3.3. Surface Characterisation/Characterisation of Coating Material

3.3.1. ATR–FTIR Analysis

The chemical composition and binding states of the prepared hydrophobic layers were investigated in our previous study FTIR-ATR, in which we also confirmed the presence of alpha-tocopherol (E307) in the modified surfaces AISI 410S SS [27]. Several authors have confirmed the characteristic absorption bands of pure alpha-tocopherol at the following wavenumbers (Table 3) [68,69,70,71,72,73,74]:
Considering that a mixture of acid and alcohol was used to form the hydrophobic protective layers, the appearance of the absorption band for the ester functional group at 1710 cm−1 was to be expected, while the −OH stretching vibrations (3300–3100 cm−1) were no longer present. Figure 9a shows the ATR-FTIR spectrum of the alcoholic mixture (SA + 2.0% E307), while Figure 9b,c show the ATR-FTIR spectra of the as-prepared hydrophobic layer on the SS samples after 1 h immersion in an ethanolic solution of (SA +2.0% E307) and after 120 h immersion in a simulated solution of acid rain with pH = 3, respectively. The purpose of the last two spectra was to show the difference or similarity in the structure of the as-prepared hydrophobic layer on the samples SS after 1 h immersion in an ethanolic solution of (SA + 2.0% E307) and after 120 h immersion in a simulated solution of acid rain with pH = 3. The high values of inhibition efficiency, even with prolonged exposure to the corrosive medium, were certainly in agreement with Figure 9c, which was not significantly different from an ATR- FTIR spectrum of an as-prepared hydrophobic layer on SS immediately after formation (Figure 9b), indicating the high stability of this layer in the chosen corrosive medium.
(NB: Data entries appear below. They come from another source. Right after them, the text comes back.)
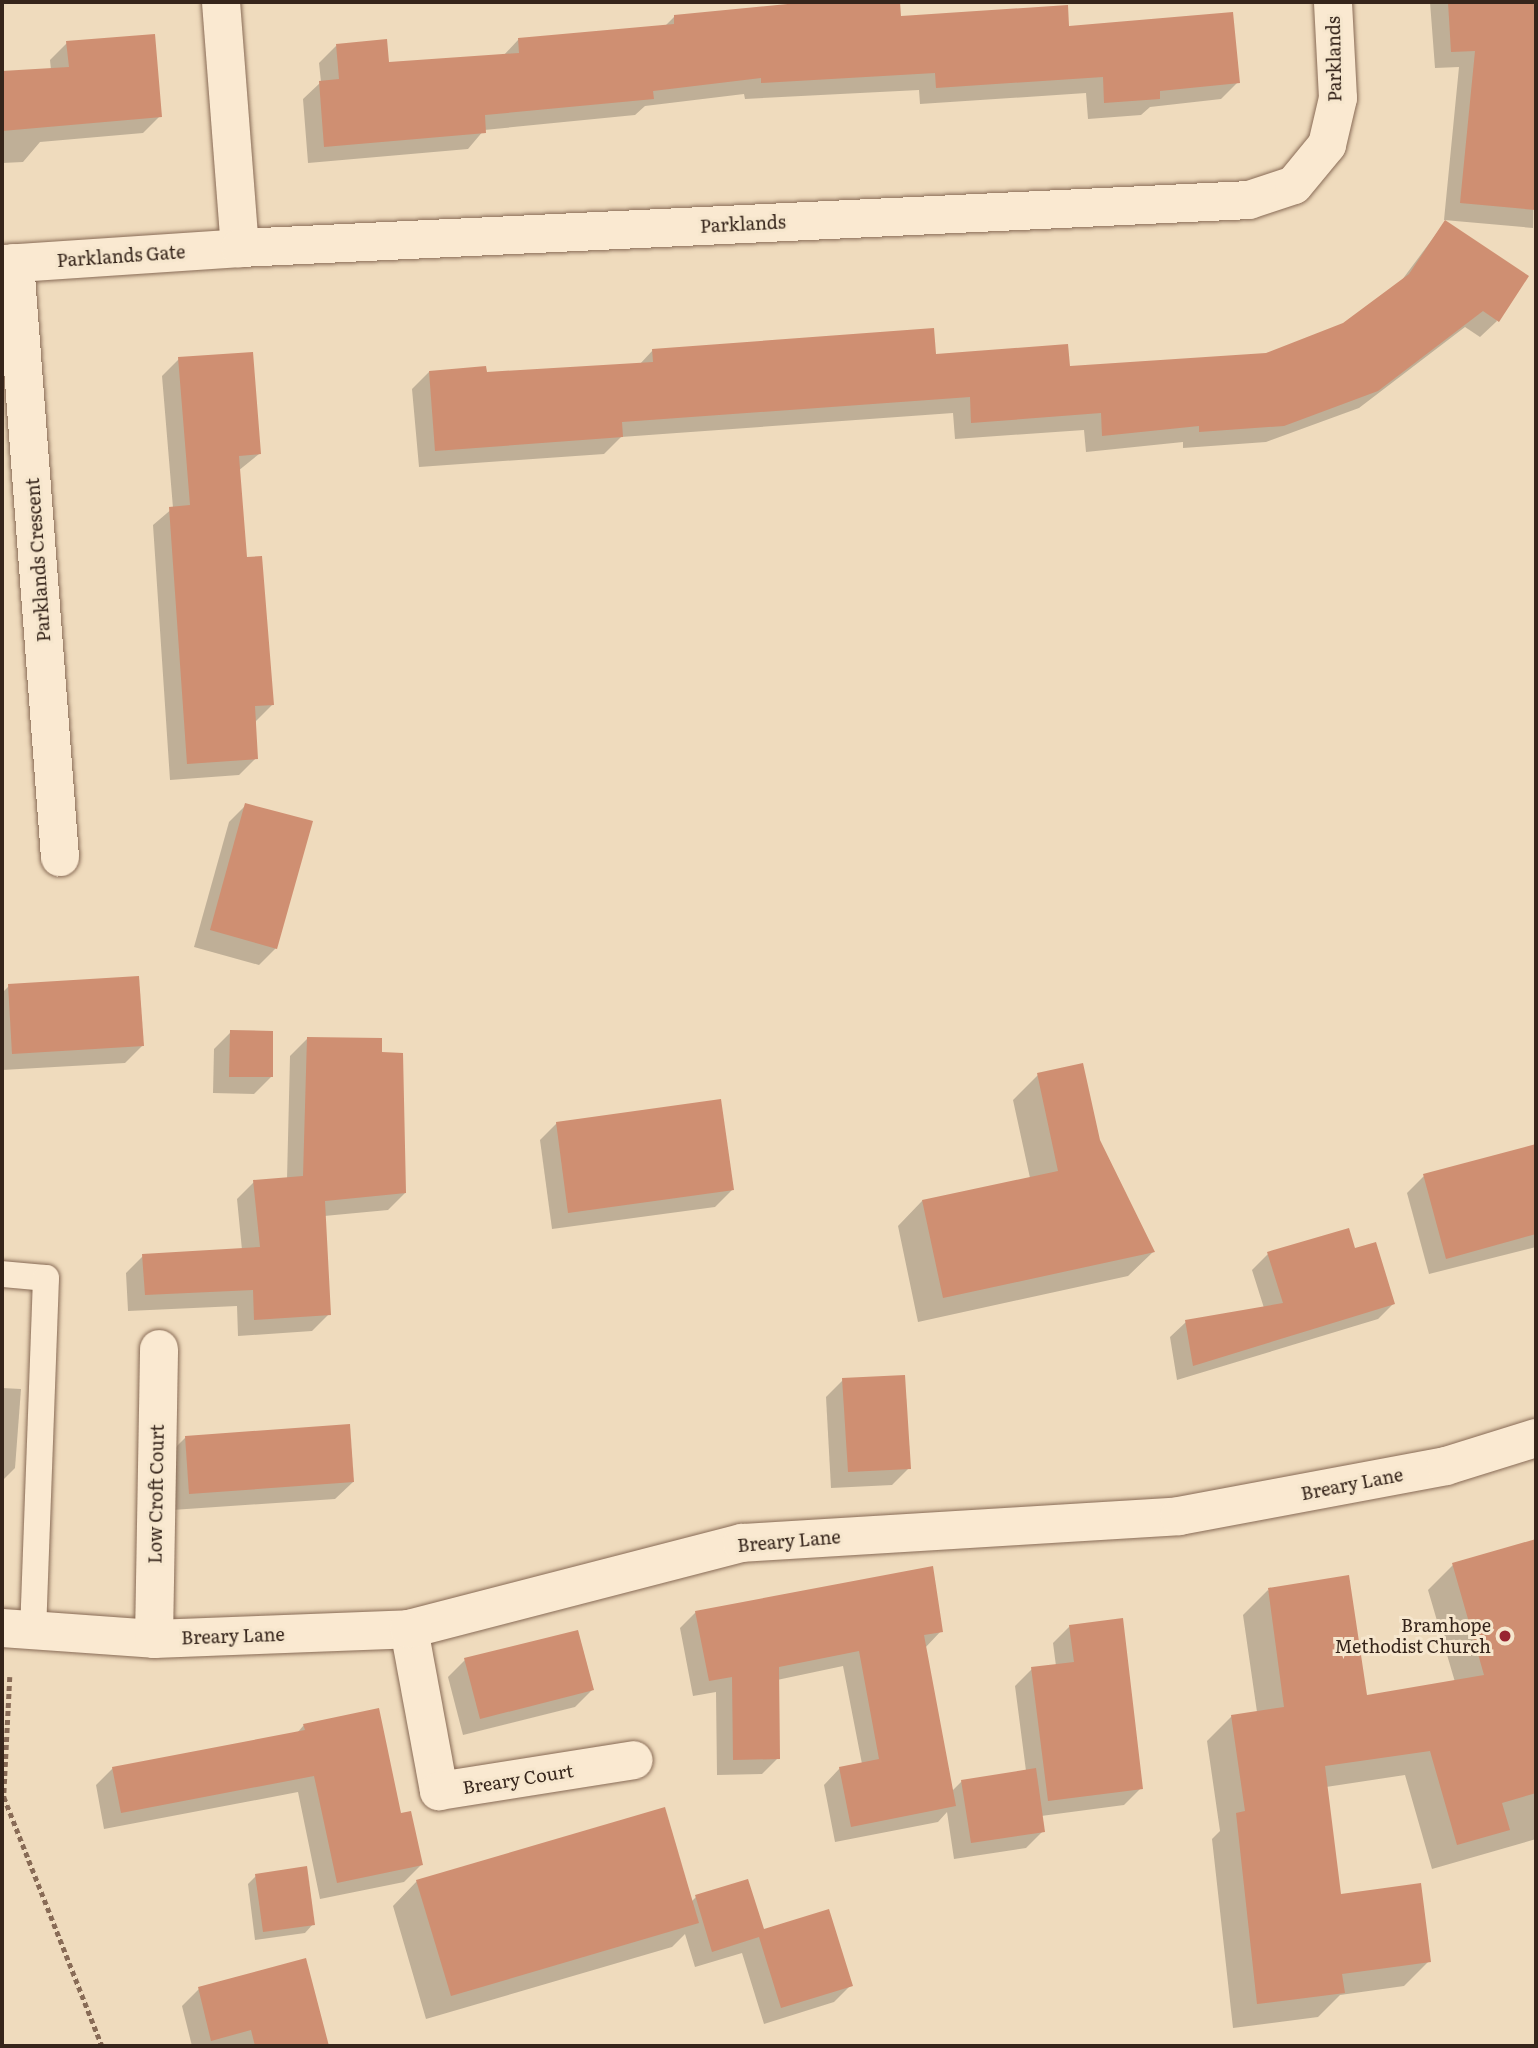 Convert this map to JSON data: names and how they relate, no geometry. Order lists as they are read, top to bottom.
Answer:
{
  "streets": {
    "street": [
      "Parklands",
      "Parklands Gate",
      "Parklands Crescent",
      "Breary Lane",
      "Low Croft Court",
      "Breary Court"
    ]
  },
  "crossings": [
    ["Parklands", "Parklands Gate"],
    ["Parklands Gate", "Parklands Crescent"],
    ["Breary Lane", "Low Croft Court"],
    ["Breary Lane", "Breary Court"]
  ],
  "places": ["Bramhope Methodist Church"]
}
The difference was in the transmittance value, which was higher, and which could be attributed to possible thinning of the layer.

3.3.2. SEM- EDAX

The EDAX analysis can be used to determine the elemental composition of individual points, or to map out the lateral distribution of elements from the imaged area, and its application has been extended to study organic-based specimens or organic layers on certain substrates [75,76]. We were interested in a possible change in the carbon content of the modified surface during prolonged exposure to a corrosive environment, which could also provide additional information about the state of the self-assembled hydrophobic layer or indicate specific changes on the surface. For this reason, we performed an EDAX analysis of the untreated sample (without the layer), immediately after the as-prepared self-assembled layer was formed, and after 120 h of immersion of the SS sample in the corrosion medium. The EDAX analysis clearly shows a significant increase in the carbon content on the surface of the SS AISI 410S after the formation of the prepared hydrophobic layer, which was increased further by the addition of E307, while, in contrast, on the bare surface of the stainless steel, the presence of carbon was negligible. The results of the EDAX analysis showed a slightly lower carbon content, which could indicate some changes in the hydrophobic layer itself (Table 4). Considering the high inhibition efficiency achieved even after 120 h immersion, it could be suggested that this decrease was not yet dramatic.

4. Conclusions

The electrochemical measurements revealed a high level of barrier properties provided by the as-prepared self-assembled superhydrophobic layers with flower-like structures (cornflower) for the period of contact with the aggressive medium (urban acid rain pH = 3) from 1 to 120 h of exposure. The EIS and polarisation studies showed that the corrosion resistance (polarisation resistance) of the superhydrophobic surface was in the range of 106–107 Ωcm2, which corresponds to the typical values of stable coatings (106–109 Ωcm2) and increased with increasing the immersion time. In addition, the morphological (SEM) and chemical composition analyses (FTIR) showed that the superhydrophobic surfaces were stable to corrosive media, as the morphological features, as well as the molecular structures, did not change significantly after long-term corrosion tests. Based on our extended research, we can conclude that the as-prepared self-assembled superhydrophobic layers consisting of (SA + x% E307, x > 0.5) present potential for use as corrosion protection, both in the 3% NaCl and in the acidic media with pH ≥ 3. In the future, it would be necessary to focus on the effects of UV radiation on the resistance of the as-prepared self-assembled superhydrophobic layers; in addition, resistance to mechanical damage, durability and other impacts would have to be carried out, in particular, in accordance with the relevant standards.

Funding

This work was supported financially by the Slovenian Research Agency—ARRS, Ljubljana (www.arrs.gov.si, accessed on 13 August 2021) under the research project “Physico-Chemical Processes on the Surface Layers and Application of Nanoparticles” (P2-0006).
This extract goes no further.